In this month's Cosmetic Condundrums columns, Zoe Diana Draelos, MD, discussed growth factors for anti-aging.
Q: What are growth factors and how do they work?
Growth factors are regulatory proteins that mediate signaling pathways inside and outside cells. They are necessary for human life but have been harnessed to induce activities that decline with advancing age. The body manufactures many different growth factors, but those pertinent to skin are epidermal growth factor (EGF), fibroblast growth factor (FGF), platelet-derived growth factor (PDGF), and vascular endothelial growth factor. These growth factors affect dermal fibroblasts and the extracellular matrix. Cosmeceuticals may contain one or all of these growth factors in addition to others.
Growth factors are usually obtained from either cultured human cells or genetically engineered microorganisms. Most of the currently marketed growth factor–containing moisturizers use cultured human fibroblasts on a 3D matrix induced to produce collagen. However, growth factors may also be obtained from stem cells derived from adipose tissue or the newborn umbilical cord. Finally, they can be made via recombinant technology using bacteria or yeast cultures that have been modified to include a DNA sequence for a specific growth factor. All the growth factors previously mentioned have been synthesized using this technology. For example, EGF has been given the International Nomenclature Cosmetic Ingredient (INCI) name human oligopeptide-1, PDGF has been given the name human oligopeptide-10, and FGF 9 the name human oligopeptide-12. These INCI names are used to indicate the presence of the growth factor on the required ingredient disclosure, and dermatologists should look for them when trying to determine whether a cosmeceutical contains growth factors.
Q: What are the risks of using growth factor–containing cosmeceuticals?
Growth factors are regulators of cellular proliferation, which may be beneficial when trying to increase facial skin collagen synthesis, but hazardous should the proliferation proceed unchecked, leading to carcinogenic transformation. Both normal cells and cancer cells possess growth factor receptors. Is it possible that the use of growth factor cosmeceuticals could induce cancer? It is possible, but unlikely. The concentration of growth factors used in most cosmeceuticals is low, and the large molecular weight of growth factors makes it challenging for them to penetrate in large quantities into intact skin. Penetration could be increased if the skin is wounded, and growth factor–containing products probably should not be applied in a wound.
Q: Are growth factors stable and do they work?

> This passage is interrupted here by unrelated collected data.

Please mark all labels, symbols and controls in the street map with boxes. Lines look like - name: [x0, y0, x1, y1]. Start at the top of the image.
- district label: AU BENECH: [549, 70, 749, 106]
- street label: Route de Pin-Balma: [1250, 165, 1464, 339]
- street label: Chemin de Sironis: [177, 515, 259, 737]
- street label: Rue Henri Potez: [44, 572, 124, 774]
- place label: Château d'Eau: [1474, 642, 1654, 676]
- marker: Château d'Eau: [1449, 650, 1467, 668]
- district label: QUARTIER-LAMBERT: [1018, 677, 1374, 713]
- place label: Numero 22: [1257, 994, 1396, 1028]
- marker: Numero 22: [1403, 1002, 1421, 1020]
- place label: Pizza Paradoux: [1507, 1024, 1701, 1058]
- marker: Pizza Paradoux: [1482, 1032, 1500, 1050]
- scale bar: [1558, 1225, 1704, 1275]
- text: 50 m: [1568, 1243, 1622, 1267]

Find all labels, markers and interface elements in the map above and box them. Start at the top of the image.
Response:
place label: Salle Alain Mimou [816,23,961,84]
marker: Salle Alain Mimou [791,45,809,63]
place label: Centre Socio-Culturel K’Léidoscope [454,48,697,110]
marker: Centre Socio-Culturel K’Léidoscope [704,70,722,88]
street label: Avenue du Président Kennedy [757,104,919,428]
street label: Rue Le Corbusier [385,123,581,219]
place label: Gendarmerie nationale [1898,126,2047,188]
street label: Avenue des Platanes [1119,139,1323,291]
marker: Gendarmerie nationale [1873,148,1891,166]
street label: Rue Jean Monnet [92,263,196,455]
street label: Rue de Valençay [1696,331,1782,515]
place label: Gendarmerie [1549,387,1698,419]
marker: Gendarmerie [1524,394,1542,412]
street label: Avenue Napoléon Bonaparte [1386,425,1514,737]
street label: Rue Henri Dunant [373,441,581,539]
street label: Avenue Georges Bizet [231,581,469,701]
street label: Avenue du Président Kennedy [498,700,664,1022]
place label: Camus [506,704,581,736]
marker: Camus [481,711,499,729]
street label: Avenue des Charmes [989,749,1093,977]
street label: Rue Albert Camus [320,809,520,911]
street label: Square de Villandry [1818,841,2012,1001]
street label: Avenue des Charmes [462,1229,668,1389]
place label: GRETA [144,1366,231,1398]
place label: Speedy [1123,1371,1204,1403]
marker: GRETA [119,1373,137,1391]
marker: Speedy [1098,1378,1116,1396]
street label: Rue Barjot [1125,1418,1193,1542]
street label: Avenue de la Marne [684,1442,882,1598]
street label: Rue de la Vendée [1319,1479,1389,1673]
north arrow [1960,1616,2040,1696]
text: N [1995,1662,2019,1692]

It is certainly a challenge to keep growth factors in the moisturizer formulation active for the life of the product. In the laboratory, most growth factors are stored at temperatures less than –20 °C to maintain stability. Obviously, this is not possible in the consumer marketplace. Enzyme-linked immunosorbent assay (ELISA) tests can be used to examine the stability of growth factors in finished formulations, but this testing is not routinely done. The assumption is that if the growth factor was put in the bottle, it will come out of the bottle. But remember, the ingredient disclosure lists what went in the bottle, not what comes out of it. Dermatologists should inquire as to how stability testing was performed for growth factor–containing products they choose to dispense.
There is no doubt that the stability of growth factors and all proteins is increased when these are refrigerated. It just may not be feasible for an individual to go to the refrigerator every night and put a cold lotion on their face. Some companies have tried to increase adherence by dispensing mini refrigerators that sit on the bathroom countertop with their products. Other companies assume the cosmeceutical will be used within 3 months after opening and that stability is not an issue. These products are left at room temperature. Packaging with one-way airless bag dispensing can also help improve stability by minimizing contact with oxygen and light.
The final and most important question is whether the growth factor is active and working. This is very hard to answer. Most companies rely on clinical test results to answer this question; however, it is hard to separate the effect of the growth factor from the effect of the moisturizer vehicle. From a consumer perspective, the growth factor and vehicle effect cannot be separated, as the growth factor is always used in conjunction with the vehicle. I have been performing ELISA testing on a variety of growth factor–containing products to gain some insight. This is also limited, as the protein may be detected by ELISA, but inactive. In general, about 5% to 10% of the growth factor that goes into the bottle remains active at room temperature. Because growth factors are regulatory proteins, this may be enough to elicit an effect, but must be confirmed through more in-depth testing.